Reviews of several graphic novels

My recent run-in with "100 Greatest Graphic Novels" has led to a borrowing spree from my library. Here are some of the results.

by Grant Morrison (writer) and Frank Quitely (artist)
2005 - Vertigo

Go out and read this now. Be warned though: it's pretty dark. I was surprised when it arrived - it's very thin. But it carries a LOT of weight in those 100 pages.

"We3" are three animals, a rabbit, a cat, and a dog, that have been modified and weaponized. Now that the program is being shut down, their creator decides that they deserve freedom (and that she herself deserves death for what she's done to them). They rocket out of the lab ... and bypass her. And now we have three fantastically heavily armed semi-sentient beings on the loose and approaching a large city.

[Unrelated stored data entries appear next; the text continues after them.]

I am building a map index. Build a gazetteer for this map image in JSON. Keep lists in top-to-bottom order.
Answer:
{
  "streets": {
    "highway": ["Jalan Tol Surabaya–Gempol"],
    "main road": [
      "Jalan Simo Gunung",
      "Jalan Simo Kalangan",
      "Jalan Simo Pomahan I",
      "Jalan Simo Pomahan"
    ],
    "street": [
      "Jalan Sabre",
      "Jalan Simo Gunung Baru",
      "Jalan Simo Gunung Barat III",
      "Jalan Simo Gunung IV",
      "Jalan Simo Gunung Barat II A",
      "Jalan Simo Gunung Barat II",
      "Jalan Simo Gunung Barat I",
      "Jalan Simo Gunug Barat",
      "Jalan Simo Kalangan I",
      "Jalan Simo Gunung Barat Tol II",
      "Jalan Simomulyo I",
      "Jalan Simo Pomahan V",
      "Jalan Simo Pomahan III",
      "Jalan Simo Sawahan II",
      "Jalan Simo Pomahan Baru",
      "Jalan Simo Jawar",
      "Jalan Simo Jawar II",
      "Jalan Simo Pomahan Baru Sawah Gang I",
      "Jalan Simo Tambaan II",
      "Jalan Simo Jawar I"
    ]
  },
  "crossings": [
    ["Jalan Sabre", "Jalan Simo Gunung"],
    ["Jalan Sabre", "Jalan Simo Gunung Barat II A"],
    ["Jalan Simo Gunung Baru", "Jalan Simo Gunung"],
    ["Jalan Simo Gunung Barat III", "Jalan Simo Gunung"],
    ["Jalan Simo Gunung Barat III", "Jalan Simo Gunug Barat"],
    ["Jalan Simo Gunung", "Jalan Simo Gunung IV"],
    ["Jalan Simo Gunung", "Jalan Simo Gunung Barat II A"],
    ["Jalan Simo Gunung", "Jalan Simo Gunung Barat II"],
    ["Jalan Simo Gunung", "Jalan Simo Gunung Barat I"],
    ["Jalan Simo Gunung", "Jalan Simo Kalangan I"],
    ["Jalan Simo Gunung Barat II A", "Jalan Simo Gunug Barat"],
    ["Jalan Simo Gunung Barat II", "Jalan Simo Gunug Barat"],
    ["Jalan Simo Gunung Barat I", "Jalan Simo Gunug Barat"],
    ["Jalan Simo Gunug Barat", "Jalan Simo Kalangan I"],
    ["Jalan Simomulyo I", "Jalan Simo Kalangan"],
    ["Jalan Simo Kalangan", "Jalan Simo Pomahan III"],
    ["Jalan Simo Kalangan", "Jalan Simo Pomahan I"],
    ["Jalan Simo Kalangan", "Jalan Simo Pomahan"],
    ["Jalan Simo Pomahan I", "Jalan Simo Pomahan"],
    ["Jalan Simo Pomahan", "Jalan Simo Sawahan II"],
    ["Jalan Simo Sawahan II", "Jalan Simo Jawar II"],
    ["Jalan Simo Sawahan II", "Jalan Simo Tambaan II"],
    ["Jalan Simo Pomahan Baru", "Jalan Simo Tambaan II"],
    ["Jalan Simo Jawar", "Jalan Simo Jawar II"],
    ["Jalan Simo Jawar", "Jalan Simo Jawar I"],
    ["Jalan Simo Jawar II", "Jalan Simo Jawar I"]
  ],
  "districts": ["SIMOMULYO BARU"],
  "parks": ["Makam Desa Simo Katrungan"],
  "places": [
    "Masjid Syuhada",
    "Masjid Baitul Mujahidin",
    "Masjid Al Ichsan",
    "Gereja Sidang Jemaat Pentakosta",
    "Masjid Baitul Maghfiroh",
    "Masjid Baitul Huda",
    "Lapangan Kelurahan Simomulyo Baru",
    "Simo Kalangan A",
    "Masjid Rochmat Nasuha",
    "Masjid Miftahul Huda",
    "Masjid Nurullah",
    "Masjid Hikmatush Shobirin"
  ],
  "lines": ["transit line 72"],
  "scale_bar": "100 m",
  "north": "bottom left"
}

What makes this utterly heart-breaking and so successful is a superb combination of writing (the animals don't understand what's been done to them, but we do) and the art (it's not just good - the choices of tiny squares of information all the way up to single frame two page spreads are used to spectacular effect). You'll weep for these poor animals as they rip hundreds of people to shreds, because you won't even think of it that way. It's an amazing piece of work that I cannot recommend enough.

by Noelle Stevenson
2015 - HarperTeen (HarperCollins)

The quirkiest of all the graphic novels I've read, and also among the most entertaining. The artwork is, umm, middle-school. It actually goes well with the bizarre content, but it's not the reason you might read this. You might read it because it's funny as hell, and as it progresses it becomes more and more thought provoking. "Nimona" (the character) shows up one day at the house of Ballister Blackheart, wanting only to be his sidekick. He refuses, until he discovers she's a shapeshifter. Ballister is the evil nemesis of Sir Ambrosius Goldenloin, the champion of the kingdom. He's not actually all that evil, his relationship with Goldenloin isn't quite what it seems, and Nimona is more important than any of them know ... Highly recommended: the laughs fade as the pages go by, but by then she's built a lot of momentum on a really interesting story.

Ms. Marvel: No Normal
by G. Willow Wilson (writer) and Adrian Alphona (artist)
2014 - Marvel

I'm not sure what to say about this one: "pretty good for Marvel Comics" is incredibly dismissive and a bit unfair.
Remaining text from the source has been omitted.